Question

The speeds of the Fiat and Ferrari racing cars are recorded to $ \pm 4.5\, \times 10{\,^{ - 4}}\,m{\sec ^{ - 1}} $ . Assuming the track distance to be known within $ \pm 16\,m $ , is the uncertainty principle violated for a $ 35000\,kg $ car?

Answer 1

Hint :This is the problem of Heisenberg Uncertainty principle which says that for a particle or we can say for an object it is impossible to calculate position and velocity at the same time so always there is uncertainty between the position and velocity values. If we know about the position means if we are certain about the position then always there is uncertainty in velocity and vice versa. Put the values in the principle.

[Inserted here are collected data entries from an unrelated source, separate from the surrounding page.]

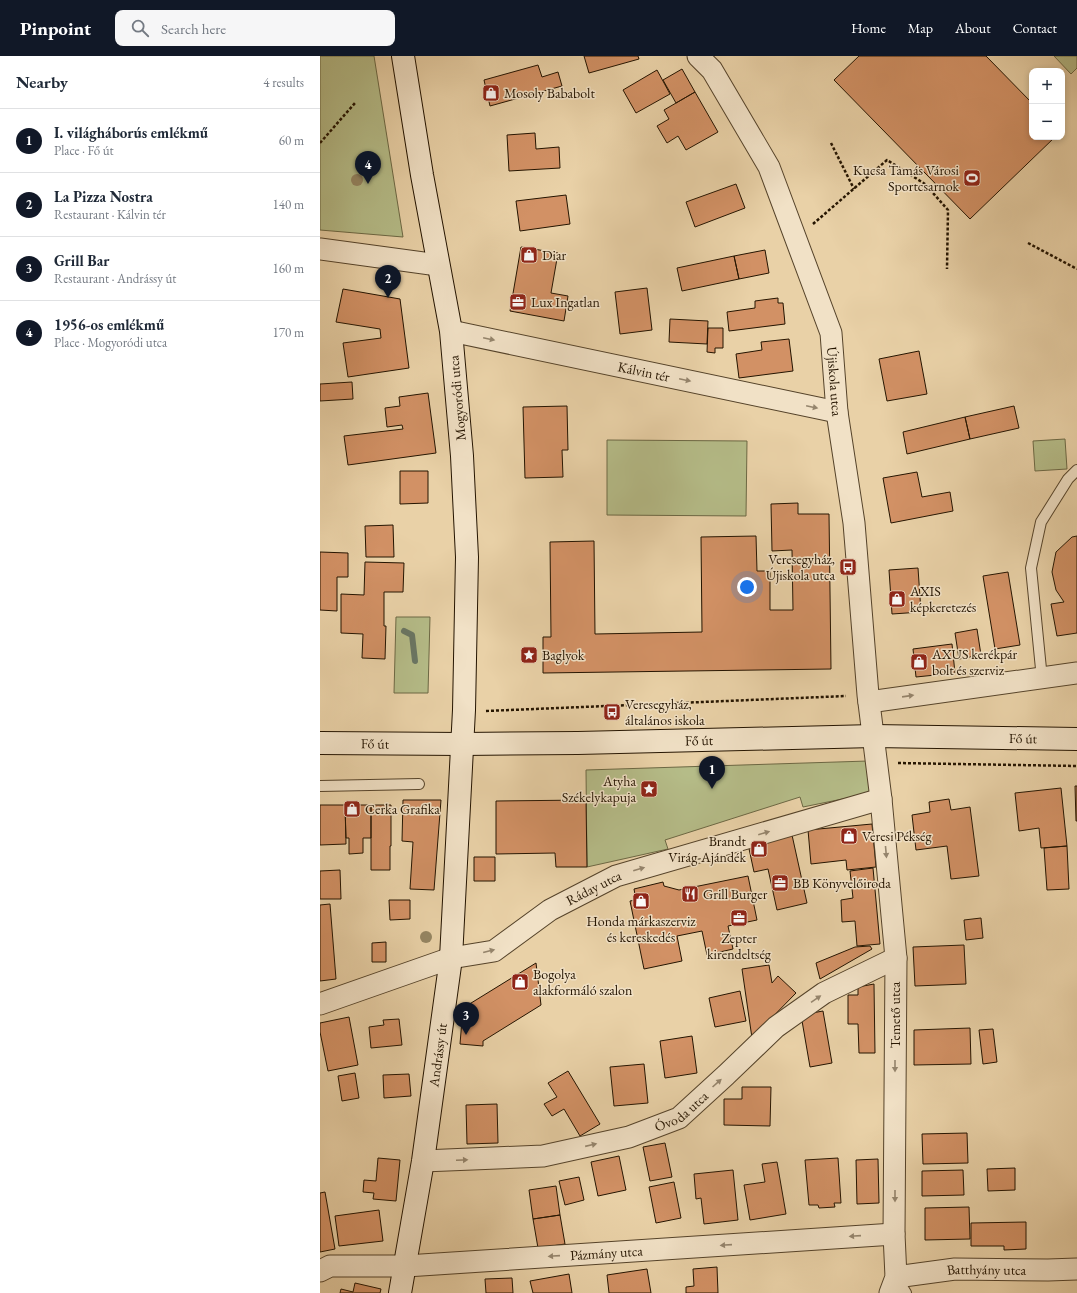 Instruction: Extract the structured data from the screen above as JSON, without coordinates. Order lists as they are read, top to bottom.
{
  "streets": {
    "main road": ["Mogyoródi utca", "Fő út", "Andrássy út"],
    "street": [
      "Kálvin tér",
      "Újiskola utca",
      "Ráday utca",
      "Temető utca",
      "Óvoda utca",
      "Pázmány utca",
      "Batthyány utca"
    ]
  },
  "crossings": [
    ["Kálvin tér", "Újiskola utca"],
    ["Kálvin tér", "Mogyoródi utca"],
    ["Újiskola utca", "Fő út"],
    ["Újiskola utca", "Temető utca"],
    ["Mogyoródi utca", "Fő út"],
    ["Mogyoródi utca", "Andrássy út"],
    ["Fő út", "Temető utca"],
    ["Fő út", "Andrássy út"],
    ["Ráday utca", "Temető utca"],
    ["Ráday utca", "Andrássy út"],
    ["Temető utca", "Óvoda utca"],
    ["Temető utca", "Pázmány utca"],
    ["Temető utca", "Batthyány utca"],
    ["Andrássy út", "Óvoda utca"],
    ["Andrássy út", "Pázmány utca"]
  ],
  "one_way": [
    "Kálvin tér",
    "Ráday utca",
    "Temető utca",
    "Óvoda utca",
    "Pázmány utca"
  ],
  "places": {
    "shop": [
      "Mosoly Bababolt",
      "Diar",
      "AXIS képkeretezés",
      "AXUS kerékpár bolt és szerviz",
      "Cerka Grafika",
      "Veresi Pékség",
      "Brandt Virág-Ajándék",
      "Honda márkaszerviz és kereskedés",
      "Bogolya alakformáló szalon"
    ],
    "sports": ["Kucsa Tamás Városi Sportcsarnok"],
    "office": ["Lux Ingatlan", "BB Könyvelőiroda", "Zepter kirendeltség"],
    "bus stop": ["Veresegyház, Újiskola utca", "Veresegyház, általános iskola"],
    "place": ["Baglyok", "Atyha Székelykapuja"],
    "restaurant": ["Grill Burger"]
  },
  "page": {
    "header": "Pinpoint",
    "search": "Search here",
    "nav": [
      "Home",
      "Map",
      "About",
      "Contact"
    ],
    "heading": ["Nearby", "4 results"],
    "map_buttons": ["+", "−"],
    "list": [
      {
        "mark": "1",
        "name": "I. világháborús emlékmű",
        "note": "Place · Fő út",
        "value": "60 m"
      },
      {
        "mark": "2",
        "name": "La Pizza Nostra",
        "note": "Restaurant · Kálvin tér",
        "value": "140 m"
      },
      {
        "mark": "3",
        "name": "Grill Bar",
        "note": "Restaurant · Andrássy út",
        "value": "160 m"
      },
      {
        "mark": "4",
        "name": "1956-os emlékmű",
        "note": "Place · Mogyoródi utca",
        "value": "170 m"
      }
    ],
    "pins": [
      "4",
      "2",
      "1",
      "3"
    ]
  }
}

Complete Step By Step Answer:
The question discusses the speeds of two racing cars one is Faint and second is Ferrari both move with high speed and are fast. It was assumed that the distance of track is $ \pm 16\,m $ it means for those objects we have values of distance. Now let’s try to put the values in formula, we know that Heisenberg uncertainty principle can be written in mathematical form as,
 $ \Delta x\, \times \Delta p\, = \,\dfrac{h}{{4\pi }} $
Where (x) is the position and (p) is the momentum. If we open the formula of momentum which is mass multiplied by velocity then we will get expression like this,
 $ \Delta x\, \times \Delta (mv)\, \geqslant \,\dfrac{h}{{4\pi }} $
Taking mass which is constant for car on the right hand side then, we will get $ \Delta x\, \times \Delta v\, \geqslant \dfrac{h}{{4\pi m}} $
This the relation of uncertainty of position and velocity expression. Now putting value in the formula as- $ \Delta x\, \times \Delta v\, = \,4.5 \times {10^{ - 4}}\, \times 16\, = \,7.2\, \times {10^{ - 3}}\,{m^2}{\sec ^{ - 1}} $
This value should be greater than and equal to $ \dfrac{h}{{4\pi m}} $ now also find out the value of $ \dfrac{h}{{4\pi m}} $ .
 $ \dfrac{h}{{4\pi m}} = \,\dfrac{{6.626\, \times 10{\,^{ - 34}}}}{{4 \times 3.14 \times 3500}} $ = $ 1.507\, \times {10^{ - 38}} $
Since, $ \Delta x\, \times \Delta v\, \geqslant \,\dfrac{h}{{4\pi m}} $ hence Heisenberg Uncertainty principle is not violated.

Note :
The expression can be written for time, here as you see the momentum is given in the principle and that on opening the formula gives mass and velocity. We know mass is constant for cars; it does not change whether we are finding position or velocity, hence we take it to the other side of the equation. The Heisenberg principle can be used to find out the chances of rain tomorrow, it is also called a state of uncertainty.